У Бондаря нарастает в горле соленый комок. Беспокоится отец за сыновей.
— Ты себя береги, отец. Я за тебя боялся. Немцы, сам знаешь, что делают с партизанскими семьями...
— Ничего они мне не сделают. Жандармы раз допрашивали, так я прямо отрезал, что мои сыновья в армии. Карточки показал. Тебя в местечке никто не видел, и я от них отобьюсь. Себя береги. Полицаи вас силой взять не могут, так идут на хитрость. Засады устраивают. Иногда ночью где-то тут близко располагаются. Только я не выследил где. Похоже, в сосняке под Кавеньками.

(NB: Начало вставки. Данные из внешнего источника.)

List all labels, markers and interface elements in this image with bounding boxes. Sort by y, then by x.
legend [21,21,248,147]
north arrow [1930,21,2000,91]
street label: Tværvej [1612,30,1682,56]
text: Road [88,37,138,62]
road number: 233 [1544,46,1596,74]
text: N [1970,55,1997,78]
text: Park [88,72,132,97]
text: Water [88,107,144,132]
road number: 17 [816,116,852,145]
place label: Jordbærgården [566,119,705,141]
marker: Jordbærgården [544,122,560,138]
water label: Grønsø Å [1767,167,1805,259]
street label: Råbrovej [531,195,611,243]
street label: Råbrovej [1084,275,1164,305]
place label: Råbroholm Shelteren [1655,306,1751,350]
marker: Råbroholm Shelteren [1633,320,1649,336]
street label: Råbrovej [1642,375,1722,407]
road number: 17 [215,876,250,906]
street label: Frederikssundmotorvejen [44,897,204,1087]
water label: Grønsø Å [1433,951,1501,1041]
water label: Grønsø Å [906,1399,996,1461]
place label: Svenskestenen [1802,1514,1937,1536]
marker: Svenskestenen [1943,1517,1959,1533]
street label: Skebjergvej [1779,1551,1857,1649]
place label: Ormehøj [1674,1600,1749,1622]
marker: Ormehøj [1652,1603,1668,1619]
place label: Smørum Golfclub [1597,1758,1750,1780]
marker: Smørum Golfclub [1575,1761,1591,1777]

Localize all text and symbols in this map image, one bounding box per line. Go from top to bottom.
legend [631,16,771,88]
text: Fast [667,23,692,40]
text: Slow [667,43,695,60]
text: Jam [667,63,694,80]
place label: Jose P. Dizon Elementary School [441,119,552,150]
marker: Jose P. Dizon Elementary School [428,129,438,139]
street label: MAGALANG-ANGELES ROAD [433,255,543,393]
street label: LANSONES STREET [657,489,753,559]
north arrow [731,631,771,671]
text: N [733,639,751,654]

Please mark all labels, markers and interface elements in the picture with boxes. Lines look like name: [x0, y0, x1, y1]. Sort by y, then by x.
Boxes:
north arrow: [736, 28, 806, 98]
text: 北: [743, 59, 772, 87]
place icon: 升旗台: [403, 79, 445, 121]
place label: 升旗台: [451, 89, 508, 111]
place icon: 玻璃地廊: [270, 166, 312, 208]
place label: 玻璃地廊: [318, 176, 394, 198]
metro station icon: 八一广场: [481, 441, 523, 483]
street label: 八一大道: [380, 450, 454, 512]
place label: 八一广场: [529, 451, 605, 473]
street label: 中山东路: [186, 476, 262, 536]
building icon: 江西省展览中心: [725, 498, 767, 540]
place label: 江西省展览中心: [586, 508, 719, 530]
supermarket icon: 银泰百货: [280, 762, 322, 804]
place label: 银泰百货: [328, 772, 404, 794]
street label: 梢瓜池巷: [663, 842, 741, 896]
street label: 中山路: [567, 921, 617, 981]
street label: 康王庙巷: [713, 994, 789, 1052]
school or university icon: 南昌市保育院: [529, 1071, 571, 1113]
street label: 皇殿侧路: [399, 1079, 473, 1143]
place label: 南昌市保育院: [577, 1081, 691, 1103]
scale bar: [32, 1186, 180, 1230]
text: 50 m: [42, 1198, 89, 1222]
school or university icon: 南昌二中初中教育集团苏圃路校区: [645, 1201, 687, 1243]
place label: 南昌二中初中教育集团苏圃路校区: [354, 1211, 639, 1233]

С левой стороны от Росицы вдруг летят в небо осветительные ракеты, гремят взрывы, густо трещат выстрелы.
Старик встрепенулся:
— Что это?
— Не бойся, отец. Партизаны на совхоз наступают. Хотим забрать коров, раздать погорельцам.
— Ну, тогда мне негоже тут стоять. — Старик торопливо обнимает сына за шею, целует в губы. — Я давно тебе хотел сказать... Жену разыщи. Баб всяких может быть много, а жена одна. Приезжай к нам с ней. Мы ее еще не видели. Прощай, сын...
Старик торопливо подбегает к коню, распутывает его, Еедет к усадьбе. Около Росицы гремят взрывы, пулеметная пальба. На станции гаснет несколько огней.
Бондарь, чтоб лучше все видеть, выбирается на прогалину. Подходит Топорков с охранниками.
— Дают прикурить, Павел Антонович, — говорит Топорков. — Немцы в местечке хвост поджали. Ни звуку. Боятся, гады.
По всему видно, бой разгорается в нашу пользу. Стрельба слабеет, зато там, где совхоз, вздымаются над лесом багровые отблески. Партизаны, наверно, жгут хлева. Впервые за свою лесную жизнь Бондарь наблюдает бой издали, как посторонний человек, и от этого на душе тоска, тревога.
— Пошли, хлопцы. Пока дойдем до Дубровицы, пригонят коров.